§ ASSIGNMENT: Write only the number of lines in the data that contain the word "rotate".

Collected data
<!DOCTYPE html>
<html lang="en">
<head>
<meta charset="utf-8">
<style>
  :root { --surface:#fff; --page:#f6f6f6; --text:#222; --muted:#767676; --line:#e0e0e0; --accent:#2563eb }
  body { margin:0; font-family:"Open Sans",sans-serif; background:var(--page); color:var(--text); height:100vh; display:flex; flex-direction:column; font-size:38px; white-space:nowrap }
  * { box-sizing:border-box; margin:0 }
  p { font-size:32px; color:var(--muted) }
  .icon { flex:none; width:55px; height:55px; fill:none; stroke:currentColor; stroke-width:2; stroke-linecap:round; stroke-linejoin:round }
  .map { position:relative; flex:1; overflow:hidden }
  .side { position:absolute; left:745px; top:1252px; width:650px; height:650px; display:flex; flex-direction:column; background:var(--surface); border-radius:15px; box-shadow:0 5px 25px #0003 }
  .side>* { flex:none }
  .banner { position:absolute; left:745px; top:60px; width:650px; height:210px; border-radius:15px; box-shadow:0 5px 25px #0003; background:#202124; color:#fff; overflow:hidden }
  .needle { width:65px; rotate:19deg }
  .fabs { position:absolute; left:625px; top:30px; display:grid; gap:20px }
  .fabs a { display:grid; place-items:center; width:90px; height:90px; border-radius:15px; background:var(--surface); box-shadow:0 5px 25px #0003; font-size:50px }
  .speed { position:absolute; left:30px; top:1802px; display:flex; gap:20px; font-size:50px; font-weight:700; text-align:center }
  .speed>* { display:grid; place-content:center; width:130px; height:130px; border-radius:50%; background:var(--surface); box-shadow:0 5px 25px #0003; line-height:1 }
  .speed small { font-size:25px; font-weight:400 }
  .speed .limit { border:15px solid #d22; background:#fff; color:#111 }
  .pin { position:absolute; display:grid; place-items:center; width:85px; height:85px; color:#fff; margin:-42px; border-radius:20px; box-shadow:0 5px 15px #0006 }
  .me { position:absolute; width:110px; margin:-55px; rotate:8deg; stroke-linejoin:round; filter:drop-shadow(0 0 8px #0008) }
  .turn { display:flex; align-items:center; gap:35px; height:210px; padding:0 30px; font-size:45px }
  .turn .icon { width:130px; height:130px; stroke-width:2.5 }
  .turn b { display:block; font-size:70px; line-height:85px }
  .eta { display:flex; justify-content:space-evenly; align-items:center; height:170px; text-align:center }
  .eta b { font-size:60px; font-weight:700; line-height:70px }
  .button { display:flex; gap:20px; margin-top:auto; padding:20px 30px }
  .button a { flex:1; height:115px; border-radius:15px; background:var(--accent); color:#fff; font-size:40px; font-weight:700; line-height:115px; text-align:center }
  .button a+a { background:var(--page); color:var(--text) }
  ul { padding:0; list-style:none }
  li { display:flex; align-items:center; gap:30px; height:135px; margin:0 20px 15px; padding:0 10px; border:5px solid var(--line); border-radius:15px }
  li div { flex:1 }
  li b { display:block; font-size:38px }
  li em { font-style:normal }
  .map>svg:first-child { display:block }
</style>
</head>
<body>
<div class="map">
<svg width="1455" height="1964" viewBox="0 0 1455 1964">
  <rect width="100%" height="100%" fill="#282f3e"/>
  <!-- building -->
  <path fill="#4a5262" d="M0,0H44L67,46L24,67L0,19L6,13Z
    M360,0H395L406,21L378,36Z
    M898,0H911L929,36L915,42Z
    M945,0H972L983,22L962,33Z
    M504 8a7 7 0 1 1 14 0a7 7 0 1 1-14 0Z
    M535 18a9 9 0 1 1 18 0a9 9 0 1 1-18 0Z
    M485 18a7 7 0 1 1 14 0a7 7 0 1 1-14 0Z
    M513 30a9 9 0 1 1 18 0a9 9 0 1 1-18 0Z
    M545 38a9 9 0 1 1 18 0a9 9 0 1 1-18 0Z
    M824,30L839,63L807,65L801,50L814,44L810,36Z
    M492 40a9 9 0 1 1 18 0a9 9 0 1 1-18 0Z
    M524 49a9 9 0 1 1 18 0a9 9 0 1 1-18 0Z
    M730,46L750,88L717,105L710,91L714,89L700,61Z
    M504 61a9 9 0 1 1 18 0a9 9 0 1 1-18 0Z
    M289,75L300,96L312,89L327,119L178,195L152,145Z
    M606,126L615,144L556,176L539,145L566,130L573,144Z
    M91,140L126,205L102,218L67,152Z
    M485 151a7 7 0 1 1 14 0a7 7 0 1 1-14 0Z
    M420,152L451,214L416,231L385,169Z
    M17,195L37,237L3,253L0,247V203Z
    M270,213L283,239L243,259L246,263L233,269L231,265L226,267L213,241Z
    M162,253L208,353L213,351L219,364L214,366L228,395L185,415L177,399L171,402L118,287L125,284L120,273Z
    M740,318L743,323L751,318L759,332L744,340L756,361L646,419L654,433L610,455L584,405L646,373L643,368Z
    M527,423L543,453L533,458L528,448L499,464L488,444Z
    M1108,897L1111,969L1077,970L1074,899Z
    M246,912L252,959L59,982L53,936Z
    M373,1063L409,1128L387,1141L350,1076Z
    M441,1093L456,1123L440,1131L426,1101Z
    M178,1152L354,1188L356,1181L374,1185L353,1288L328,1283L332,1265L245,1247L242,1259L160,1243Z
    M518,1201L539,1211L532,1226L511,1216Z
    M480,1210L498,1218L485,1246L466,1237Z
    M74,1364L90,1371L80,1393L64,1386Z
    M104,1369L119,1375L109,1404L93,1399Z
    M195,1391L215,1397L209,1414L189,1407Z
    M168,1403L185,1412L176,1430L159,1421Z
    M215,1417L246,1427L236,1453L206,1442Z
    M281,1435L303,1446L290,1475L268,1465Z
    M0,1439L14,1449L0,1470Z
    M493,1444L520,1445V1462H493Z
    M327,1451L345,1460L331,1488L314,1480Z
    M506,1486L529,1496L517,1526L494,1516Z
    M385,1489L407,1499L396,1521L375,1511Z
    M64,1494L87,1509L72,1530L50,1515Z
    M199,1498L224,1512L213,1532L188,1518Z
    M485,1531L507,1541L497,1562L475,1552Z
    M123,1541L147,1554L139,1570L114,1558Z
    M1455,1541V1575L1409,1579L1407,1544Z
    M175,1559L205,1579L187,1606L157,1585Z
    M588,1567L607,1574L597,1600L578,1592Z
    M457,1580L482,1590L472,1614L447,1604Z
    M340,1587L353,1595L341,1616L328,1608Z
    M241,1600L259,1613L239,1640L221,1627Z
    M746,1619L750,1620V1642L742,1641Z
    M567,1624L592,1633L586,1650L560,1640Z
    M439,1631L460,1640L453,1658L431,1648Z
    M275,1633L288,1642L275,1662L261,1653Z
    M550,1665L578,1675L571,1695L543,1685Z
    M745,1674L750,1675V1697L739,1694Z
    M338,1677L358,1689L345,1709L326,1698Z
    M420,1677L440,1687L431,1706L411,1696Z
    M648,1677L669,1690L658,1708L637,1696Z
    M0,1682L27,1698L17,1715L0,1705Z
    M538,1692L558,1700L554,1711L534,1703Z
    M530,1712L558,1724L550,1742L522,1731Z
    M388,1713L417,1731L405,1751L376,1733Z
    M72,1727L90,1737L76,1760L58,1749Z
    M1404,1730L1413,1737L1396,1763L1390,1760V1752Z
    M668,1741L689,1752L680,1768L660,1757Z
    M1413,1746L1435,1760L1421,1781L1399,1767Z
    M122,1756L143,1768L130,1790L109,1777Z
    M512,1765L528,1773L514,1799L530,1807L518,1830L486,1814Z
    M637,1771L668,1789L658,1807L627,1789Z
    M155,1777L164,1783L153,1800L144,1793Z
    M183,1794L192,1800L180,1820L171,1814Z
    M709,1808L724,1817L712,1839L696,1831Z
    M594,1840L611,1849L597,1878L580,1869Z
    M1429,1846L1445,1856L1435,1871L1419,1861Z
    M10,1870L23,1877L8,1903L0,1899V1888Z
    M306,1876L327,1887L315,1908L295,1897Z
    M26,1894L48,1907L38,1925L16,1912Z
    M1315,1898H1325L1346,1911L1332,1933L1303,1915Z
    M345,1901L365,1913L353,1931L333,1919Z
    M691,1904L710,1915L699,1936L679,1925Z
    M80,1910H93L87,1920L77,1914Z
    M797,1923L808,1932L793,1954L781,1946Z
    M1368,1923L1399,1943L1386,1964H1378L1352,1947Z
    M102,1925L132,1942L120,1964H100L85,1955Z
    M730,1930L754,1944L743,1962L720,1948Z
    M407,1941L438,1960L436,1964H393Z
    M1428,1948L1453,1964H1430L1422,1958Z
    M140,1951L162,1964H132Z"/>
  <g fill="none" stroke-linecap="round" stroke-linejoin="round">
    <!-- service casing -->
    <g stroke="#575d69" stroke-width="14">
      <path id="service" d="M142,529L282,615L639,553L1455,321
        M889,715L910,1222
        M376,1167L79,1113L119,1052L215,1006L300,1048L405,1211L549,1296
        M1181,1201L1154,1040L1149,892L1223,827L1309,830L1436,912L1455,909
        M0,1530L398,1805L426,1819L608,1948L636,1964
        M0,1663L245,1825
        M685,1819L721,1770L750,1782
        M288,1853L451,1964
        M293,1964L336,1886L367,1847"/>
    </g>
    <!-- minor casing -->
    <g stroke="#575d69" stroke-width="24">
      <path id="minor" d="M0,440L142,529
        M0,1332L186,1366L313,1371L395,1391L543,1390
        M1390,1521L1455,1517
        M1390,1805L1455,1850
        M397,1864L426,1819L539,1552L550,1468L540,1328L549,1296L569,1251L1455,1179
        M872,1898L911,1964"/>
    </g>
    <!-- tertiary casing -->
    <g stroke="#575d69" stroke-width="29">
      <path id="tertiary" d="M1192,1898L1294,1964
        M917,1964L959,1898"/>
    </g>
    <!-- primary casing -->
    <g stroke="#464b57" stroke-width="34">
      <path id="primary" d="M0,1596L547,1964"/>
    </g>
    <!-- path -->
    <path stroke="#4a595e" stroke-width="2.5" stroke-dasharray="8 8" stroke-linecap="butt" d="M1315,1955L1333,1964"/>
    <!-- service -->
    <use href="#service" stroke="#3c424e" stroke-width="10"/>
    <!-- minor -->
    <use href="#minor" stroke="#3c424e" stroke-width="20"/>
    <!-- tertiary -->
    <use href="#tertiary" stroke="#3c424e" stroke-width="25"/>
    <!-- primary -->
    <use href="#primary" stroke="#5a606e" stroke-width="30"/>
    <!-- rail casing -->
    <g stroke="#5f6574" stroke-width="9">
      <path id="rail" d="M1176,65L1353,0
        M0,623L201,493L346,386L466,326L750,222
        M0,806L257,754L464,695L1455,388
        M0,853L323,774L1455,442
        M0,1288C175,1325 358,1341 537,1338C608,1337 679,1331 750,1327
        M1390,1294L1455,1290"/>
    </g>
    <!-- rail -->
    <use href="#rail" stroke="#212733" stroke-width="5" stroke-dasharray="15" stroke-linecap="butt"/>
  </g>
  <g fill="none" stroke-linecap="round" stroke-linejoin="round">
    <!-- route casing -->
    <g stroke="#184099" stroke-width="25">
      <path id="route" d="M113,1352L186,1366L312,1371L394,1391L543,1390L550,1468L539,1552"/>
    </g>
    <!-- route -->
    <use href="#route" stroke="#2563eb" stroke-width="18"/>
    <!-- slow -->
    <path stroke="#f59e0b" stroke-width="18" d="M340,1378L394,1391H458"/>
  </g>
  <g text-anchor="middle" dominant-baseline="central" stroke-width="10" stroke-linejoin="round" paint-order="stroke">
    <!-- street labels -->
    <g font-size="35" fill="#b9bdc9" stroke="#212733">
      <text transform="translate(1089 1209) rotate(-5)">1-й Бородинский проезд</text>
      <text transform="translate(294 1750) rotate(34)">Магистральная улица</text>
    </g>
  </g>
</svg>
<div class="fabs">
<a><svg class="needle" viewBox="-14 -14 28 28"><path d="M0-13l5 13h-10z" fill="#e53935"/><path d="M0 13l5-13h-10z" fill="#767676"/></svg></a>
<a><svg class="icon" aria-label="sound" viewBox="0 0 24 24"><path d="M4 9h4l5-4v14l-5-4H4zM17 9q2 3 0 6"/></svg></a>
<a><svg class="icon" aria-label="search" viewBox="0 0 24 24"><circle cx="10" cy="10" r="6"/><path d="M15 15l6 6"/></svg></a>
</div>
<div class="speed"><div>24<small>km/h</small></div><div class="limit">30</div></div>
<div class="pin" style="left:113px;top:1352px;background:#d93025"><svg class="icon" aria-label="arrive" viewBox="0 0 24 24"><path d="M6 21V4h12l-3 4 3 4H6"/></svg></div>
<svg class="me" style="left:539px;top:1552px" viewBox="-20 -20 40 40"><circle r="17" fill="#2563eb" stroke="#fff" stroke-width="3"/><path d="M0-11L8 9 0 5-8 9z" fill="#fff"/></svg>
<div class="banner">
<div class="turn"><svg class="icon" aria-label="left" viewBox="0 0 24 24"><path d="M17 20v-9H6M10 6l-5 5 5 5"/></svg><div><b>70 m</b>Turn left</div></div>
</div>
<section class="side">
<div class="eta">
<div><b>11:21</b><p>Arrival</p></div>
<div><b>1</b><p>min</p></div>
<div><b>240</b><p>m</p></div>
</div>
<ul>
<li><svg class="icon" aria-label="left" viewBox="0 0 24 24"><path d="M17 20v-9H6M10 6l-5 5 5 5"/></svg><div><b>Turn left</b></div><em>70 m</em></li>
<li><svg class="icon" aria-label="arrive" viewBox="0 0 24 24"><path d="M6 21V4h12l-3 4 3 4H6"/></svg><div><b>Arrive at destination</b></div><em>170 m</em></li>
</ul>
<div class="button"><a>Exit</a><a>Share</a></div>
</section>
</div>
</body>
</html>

§ ANSWER: 4